On 02/07/13 10:33, Toby Corkindale wrote:
I can't be the only one who's been waiting for the bcache stuff to hit mainstream kernels. I rebooted into a stable 3.10 kernel yesterday. Due to the requirement to reformat disks, I haven't started using bcache yet. Is anyone else here already onto it? I'd be curious to hear how it compares to the zfs+l2arc setup some of us have been using previously.
bcache.txt from the linux kernel:
https://github.com/torvalds/linux/blob/master/Documentation/bcache.txt
I do wonder if this has landed a bit too late though. Back when they started, good SSDs were expensive and small; but now you can pick up relatively large and fast drives relatively cheaply. You can afford to use one as your primary drive, and just offload big media files to spinning drive arrays. (Which are fine for that access pattern of linear reads and writes)

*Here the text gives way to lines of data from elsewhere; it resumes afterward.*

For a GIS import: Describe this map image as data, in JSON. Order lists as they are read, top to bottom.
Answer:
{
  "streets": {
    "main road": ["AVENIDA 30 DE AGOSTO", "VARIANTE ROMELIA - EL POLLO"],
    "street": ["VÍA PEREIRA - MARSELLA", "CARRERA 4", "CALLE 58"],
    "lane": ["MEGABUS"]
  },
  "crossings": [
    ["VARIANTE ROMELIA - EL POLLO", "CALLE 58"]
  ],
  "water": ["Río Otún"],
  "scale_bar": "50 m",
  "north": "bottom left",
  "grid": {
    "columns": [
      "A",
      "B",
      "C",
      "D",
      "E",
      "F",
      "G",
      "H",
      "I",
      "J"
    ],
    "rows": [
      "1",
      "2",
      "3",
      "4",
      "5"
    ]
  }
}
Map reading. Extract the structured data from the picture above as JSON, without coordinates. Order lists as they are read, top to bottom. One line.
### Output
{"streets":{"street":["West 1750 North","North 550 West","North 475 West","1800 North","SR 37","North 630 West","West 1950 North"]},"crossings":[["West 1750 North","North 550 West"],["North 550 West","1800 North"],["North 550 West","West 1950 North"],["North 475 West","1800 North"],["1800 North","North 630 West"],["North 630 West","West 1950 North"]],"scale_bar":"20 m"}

Even the documentation is showing its age, using Intel X-25 drives as the example, which are now four years old.
I'm sure there's still a place for this technology when you don't *want* to have to manually choose where to store different categories of files - such as in NAS/storage appliances.
Some database loads might benefit, although for PostgreSQL at least you can (and should) configure it to use SSDs for the transaction logging and such anyway, which would give you most the benefits anyway.
Having looked at it a bit more, it seems better suited to the SSD-caching scenario than ZFS; there are auto-tuning parameters in bcache to detect at what point to just bypass the cache and go straight to the disks, saving more cache room for blocks that will benefit. And the write-ahead logging is limited only by the size of the cache.(Whereas ZFS' ZIL can't grow very large)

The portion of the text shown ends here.